§ **Directions for this task**:
Your task is to work out how many lines in the data include the word "solid". Reply with the number alone.

§ **Stored items**:

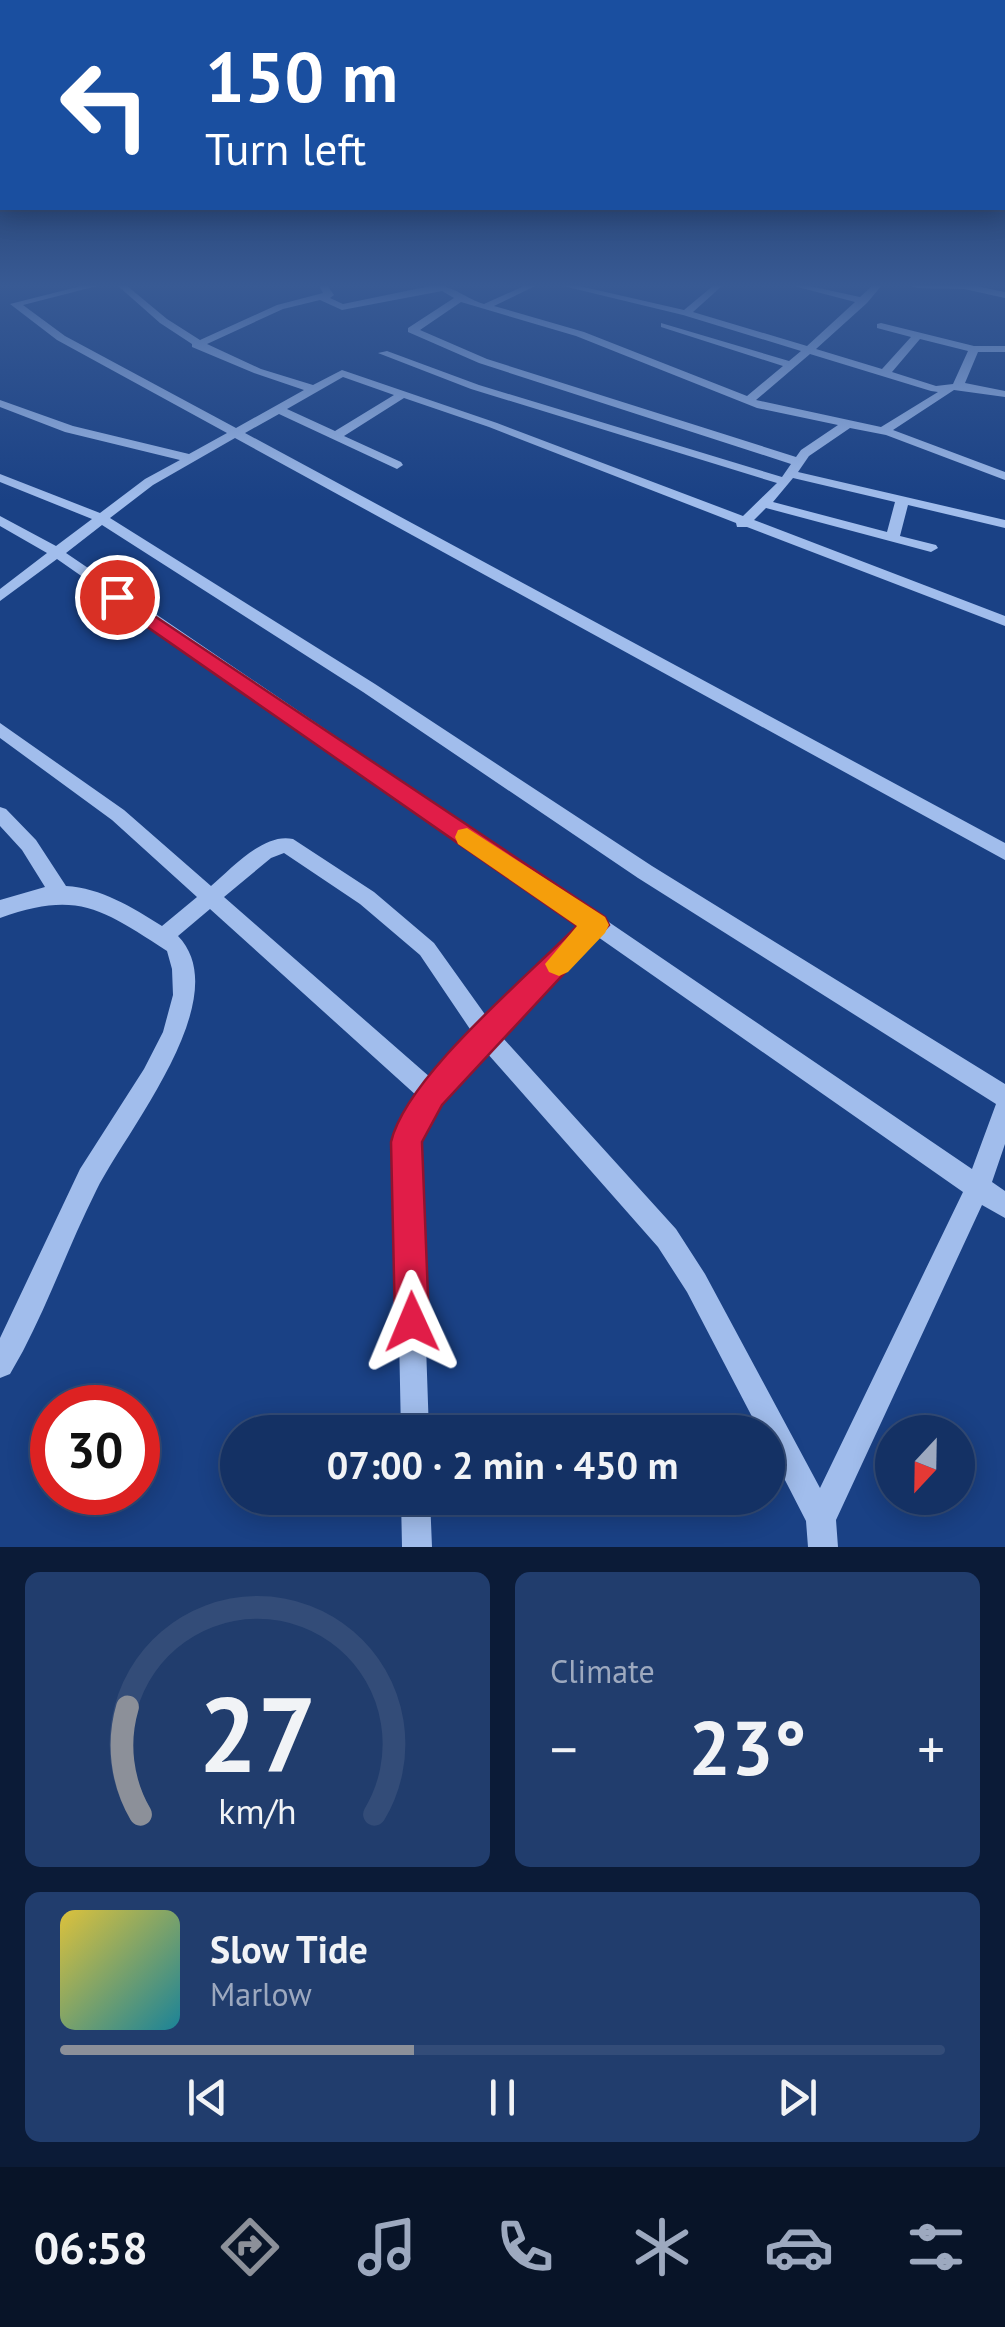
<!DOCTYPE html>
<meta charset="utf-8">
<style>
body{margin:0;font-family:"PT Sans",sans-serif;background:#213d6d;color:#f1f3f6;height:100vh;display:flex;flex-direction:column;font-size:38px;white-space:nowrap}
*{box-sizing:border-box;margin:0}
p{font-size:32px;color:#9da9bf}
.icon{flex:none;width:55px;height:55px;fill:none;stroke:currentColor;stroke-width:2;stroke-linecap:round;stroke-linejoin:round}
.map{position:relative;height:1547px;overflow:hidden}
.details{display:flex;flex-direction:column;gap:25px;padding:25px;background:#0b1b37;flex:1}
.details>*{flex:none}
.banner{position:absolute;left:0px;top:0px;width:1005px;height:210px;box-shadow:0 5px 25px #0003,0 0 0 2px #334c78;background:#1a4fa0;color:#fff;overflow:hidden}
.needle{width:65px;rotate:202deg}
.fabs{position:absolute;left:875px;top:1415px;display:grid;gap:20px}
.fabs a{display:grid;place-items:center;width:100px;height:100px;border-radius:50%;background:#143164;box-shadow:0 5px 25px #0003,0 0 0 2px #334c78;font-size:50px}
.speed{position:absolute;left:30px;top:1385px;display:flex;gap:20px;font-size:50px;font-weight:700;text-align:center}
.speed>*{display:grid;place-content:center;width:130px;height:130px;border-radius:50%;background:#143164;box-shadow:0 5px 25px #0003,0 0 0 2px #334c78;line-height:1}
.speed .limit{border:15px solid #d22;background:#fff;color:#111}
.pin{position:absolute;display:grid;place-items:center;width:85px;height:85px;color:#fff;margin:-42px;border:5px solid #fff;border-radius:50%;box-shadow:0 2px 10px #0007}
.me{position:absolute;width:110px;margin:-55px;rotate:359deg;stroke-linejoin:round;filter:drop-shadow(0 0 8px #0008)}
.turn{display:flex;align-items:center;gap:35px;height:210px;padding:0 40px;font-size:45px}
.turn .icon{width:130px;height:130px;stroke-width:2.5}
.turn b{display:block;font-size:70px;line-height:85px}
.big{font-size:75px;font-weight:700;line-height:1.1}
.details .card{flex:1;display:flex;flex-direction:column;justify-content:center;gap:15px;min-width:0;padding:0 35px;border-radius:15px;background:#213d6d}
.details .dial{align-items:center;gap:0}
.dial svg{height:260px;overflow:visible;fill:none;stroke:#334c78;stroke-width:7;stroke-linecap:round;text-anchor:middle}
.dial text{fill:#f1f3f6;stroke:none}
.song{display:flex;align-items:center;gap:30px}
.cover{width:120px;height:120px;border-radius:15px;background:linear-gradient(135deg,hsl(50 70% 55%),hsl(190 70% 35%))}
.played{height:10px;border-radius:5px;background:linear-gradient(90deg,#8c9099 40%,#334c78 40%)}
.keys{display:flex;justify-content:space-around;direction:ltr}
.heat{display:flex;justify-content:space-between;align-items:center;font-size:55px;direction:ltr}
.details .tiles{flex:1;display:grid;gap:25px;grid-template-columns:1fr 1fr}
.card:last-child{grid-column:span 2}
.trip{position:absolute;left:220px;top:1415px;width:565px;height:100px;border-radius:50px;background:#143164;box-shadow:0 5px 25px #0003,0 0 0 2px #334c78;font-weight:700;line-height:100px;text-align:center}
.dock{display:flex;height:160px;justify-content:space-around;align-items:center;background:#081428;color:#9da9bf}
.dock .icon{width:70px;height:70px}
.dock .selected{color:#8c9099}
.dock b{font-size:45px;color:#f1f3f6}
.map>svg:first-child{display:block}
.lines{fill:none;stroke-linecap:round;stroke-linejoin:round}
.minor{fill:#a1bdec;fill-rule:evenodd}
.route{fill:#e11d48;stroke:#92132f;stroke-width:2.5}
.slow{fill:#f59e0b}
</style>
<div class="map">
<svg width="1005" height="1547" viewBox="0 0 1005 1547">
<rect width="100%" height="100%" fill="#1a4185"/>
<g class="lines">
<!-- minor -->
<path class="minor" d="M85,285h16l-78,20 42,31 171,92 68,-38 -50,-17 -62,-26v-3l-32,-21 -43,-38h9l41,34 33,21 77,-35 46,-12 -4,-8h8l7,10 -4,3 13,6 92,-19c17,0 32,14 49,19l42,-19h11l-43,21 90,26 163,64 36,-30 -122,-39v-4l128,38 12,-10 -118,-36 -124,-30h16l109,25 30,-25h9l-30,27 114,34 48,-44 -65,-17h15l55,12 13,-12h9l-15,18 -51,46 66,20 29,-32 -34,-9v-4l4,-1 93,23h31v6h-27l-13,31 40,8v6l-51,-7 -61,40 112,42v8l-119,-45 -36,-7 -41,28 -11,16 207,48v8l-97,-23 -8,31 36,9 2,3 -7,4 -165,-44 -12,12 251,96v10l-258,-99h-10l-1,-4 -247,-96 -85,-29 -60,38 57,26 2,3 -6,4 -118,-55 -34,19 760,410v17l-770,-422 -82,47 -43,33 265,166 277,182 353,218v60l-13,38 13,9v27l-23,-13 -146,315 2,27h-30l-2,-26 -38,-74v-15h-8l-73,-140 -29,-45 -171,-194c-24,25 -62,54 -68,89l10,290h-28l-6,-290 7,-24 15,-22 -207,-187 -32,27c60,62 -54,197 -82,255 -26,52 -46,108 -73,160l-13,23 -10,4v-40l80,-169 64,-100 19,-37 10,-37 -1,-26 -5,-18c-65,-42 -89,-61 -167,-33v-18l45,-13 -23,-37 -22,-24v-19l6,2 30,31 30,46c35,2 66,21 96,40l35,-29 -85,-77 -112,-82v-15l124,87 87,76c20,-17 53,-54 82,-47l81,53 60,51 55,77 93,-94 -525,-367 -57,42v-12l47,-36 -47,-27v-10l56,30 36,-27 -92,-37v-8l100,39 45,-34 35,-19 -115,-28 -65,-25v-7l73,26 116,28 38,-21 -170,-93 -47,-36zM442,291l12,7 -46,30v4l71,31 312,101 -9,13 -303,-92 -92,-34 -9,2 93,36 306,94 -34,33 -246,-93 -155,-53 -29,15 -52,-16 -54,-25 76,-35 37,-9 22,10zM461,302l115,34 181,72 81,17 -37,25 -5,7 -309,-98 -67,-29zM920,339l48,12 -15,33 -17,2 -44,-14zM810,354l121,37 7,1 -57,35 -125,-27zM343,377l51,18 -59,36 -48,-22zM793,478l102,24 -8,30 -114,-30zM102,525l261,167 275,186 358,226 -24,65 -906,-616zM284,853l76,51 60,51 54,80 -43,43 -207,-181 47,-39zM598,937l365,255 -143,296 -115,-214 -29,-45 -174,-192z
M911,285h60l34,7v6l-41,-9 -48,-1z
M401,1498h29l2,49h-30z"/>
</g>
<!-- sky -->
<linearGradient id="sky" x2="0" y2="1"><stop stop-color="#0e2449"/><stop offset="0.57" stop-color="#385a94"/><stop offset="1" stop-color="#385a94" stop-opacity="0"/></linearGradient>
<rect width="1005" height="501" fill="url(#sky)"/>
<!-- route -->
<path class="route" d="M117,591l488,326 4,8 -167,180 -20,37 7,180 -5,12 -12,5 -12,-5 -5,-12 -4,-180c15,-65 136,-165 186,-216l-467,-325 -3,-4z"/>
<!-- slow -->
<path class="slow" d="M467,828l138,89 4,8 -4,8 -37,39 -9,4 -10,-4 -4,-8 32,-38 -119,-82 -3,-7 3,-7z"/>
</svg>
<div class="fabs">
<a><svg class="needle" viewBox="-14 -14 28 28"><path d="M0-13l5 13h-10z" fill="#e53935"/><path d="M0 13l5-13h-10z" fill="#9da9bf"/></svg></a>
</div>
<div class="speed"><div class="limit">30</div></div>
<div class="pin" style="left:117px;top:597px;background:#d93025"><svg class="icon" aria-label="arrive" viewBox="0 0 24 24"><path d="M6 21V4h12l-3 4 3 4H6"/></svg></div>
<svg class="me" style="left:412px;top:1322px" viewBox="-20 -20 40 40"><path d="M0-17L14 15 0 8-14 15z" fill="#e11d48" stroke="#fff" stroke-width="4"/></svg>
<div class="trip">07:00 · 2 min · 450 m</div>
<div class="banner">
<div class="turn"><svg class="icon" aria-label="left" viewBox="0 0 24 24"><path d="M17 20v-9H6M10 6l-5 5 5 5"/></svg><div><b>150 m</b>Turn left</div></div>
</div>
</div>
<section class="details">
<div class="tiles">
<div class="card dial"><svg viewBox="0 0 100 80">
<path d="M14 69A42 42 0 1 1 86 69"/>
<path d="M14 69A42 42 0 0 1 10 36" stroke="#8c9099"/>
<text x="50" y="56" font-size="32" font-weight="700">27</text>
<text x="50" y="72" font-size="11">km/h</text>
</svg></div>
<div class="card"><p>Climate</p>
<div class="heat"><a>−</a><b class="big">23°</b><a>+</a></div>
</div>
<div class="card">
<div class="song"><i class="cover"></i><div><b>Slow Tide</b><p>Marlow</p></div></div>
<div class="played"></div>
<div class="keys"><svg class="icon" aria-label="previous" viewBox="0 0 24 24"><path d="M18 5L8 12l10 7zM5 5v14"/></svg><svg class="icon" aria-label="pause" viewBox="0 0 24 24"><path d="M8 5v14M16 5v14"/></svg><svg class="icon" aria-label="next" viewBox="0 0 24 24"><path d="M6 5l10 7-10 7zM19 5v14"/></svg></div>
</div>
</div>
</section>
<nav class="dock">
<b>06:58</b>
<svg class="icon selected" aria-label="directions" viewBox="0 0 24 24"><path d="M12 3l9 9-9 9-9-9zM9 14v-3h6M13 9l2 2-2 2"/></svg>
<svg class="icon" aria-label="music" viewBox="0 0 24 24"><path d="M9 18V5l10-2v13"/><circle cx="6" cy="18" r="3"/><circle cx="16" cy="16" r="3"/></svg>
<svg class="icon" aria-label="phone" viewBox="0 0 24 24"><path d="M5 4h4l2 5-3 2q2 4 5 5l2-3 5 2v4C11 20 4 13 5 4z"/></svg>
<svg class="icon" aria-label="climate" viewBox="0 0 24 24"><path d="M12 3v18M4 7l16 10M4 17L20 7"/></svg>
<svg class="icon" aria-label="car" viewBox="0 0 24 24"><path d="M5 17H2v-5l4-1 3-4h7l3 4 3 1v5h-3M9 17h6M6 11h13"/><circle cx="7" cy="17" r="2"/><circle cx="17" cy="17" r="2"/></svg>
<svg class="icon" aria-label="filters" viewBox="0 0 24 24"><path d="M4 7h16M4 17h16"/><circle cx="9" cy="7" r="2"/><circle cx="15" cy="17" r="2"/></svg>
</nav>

§ **Task response**:
2